A Spot Instance is an instance that uses spare AWS EC2 capacity that is available for less than the On-Demand price. Because Spot Instances provide the ability to request unused EC2 instances at steep discounts, it can lower your Amazon EC2 costs significantly. 

Spot Instances are a cost-effective choice if you can be flexible about when your applications run and whether your applications can be interrupted. For example, Spot Instances are well-suited for data analysis, batch jobs, background processing, and optional tasks.

 

Managing Spot Instances with Ansible

So you want to manage your Spot Instance Requests with Ansible Automation Platform? When it comes to managing AWS resources, the Ansible Amazon AWS Collection includes a variety of Ansible content to help automate the management of AWS instances. Using Ansible to automate applications in AWS greatly increases the chances that your cloud initiative will be a success.  

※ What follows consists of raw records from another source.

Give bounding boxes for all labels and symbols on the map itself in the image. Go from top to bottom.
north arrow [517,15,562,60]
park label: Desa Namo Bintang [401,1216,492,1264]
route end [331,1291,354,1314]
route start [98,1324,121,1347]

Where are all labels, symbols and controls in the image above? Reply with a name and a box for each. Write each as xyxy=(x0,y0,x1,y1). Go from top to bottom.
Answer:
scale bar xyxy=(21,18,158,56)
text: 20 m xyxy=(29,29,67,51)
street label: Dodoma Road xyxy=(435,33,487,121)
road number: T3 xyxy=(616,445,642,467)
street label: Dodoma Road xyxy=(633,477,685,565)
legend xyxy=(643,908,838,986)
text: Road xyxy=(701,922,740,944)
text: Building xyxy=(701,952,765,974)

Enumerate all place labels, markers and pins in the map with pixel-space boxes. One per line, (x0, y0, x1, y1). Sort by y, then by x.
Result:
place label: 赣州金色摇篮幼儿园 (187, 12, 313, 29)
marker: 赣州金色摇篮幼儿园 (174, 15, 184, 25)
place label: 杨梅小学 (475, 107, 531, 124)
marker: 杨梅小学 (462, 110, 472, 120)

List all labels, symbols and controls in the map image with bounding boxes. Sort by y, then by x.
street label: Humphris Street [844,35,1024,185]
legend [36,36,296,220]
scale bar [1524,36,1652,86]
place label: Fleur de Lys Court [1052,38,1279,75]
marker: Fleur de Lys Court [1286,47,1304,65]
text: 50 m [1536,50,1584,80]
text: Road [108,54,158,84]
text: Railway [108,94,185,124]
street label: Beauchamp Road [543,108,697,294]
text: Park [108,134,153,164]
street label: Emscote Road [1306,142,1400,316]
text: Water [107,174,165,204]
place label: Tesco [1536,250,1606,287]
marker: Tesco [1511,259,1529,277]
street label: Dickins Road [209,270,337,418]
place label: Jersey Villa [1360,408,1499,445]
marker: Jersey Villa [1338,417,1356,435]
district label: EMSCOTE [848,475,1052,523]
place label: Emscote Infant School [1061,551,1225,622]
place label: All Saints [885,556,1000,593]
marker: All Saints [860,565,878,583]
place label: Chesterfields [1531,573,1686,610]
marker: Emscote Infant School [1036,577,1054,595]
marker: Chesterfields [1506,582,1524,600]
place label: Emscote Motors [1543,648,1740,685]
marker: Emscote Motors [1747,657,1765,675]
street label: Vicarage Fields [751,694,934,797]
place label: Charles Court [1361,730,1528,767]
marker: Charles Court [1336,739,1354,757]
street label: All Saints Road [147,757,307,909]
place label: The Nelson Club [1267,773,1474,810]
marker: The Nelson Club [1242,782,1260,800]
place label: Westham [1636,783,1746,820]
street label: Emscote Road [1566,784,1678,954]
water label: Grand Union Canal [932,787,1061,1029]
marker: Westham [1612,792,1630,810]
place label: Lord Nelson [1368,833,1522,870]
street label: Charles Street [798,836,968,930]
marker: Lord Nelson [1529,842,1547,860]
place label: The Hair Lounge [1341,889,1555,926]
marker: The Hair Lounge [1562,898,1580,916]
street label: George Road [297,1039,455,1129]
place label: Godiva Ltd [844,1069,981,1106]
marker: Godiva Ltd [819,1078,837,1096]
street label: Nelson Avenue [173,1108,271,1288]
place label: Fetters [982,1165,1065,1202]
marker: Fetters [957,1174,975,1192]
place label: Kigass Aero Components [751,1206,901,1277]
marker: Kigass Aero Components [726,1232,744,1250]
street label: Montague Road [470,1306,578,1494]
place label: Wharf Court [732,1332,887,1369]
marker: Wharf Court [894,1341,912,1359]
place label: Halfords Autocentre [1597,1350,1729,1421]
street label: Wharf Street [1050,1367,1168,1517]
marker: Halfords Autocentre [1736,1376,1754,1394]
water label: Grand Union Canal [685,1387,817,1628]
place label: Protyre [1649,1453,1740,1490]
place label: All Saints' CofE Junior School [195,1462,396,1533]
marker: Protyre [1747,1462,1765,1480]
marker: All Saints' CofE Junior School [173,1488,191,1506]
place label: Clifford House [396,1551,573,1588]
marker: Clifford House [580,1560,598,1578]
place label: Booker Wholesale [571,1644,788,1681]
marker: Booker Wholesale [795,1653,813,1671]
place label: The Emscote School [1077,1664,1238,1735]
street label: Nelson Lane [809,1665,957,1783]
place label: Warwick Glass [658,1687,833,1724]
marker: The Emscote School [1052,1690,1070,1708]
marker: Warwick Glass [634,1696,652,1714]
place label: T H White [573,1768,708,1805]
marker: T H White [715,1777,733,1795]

With the latest addition of new modules to the Ansible Amazon AWS Collection, we have introduced two new modules to help manage Spot Instance Requests efficiently.

The ec2_spot_instance module helps in creating as well as terminating the Spot Instance Requests, while it’s companion module, ec2_spot_instance_info helps in gathering details about the Spot Instance Requests.

 

Let’s Deep Dive:

EC2 Spot Instance Module

The EC2 Spot Instance module helps create and terminate spot instance requests easily with Ansible Playbooks. With help of this module, we can create a simple Spot Instance Request with minimal options, create a Spot Instance Request by providing a complex set of options and remove or terminate the Spot Instance Requests that we no longer need.

To use this module in playbooks, use the amazon.aws.ec2_spot_instance key and provide the options as required for creating the Spot Instance Request.

Consider the following example for creating a simple Spot Instance Request.

The task below creates a simple Spot Instance Request with the provided launch specifications:

- name: Simple Spot Instance Request Creation
  amazon.aws.ec2_spot_instance:
    launch_specification:
        image_id: ami-123456789
        key_name: my-keypair
        instance_type: t2.medium

With this new module, we can provide various options while creating Spot Instance Requests. Some of them are mentioned below (to check the complete options, check out the Spot Instance requests documentation from AWS).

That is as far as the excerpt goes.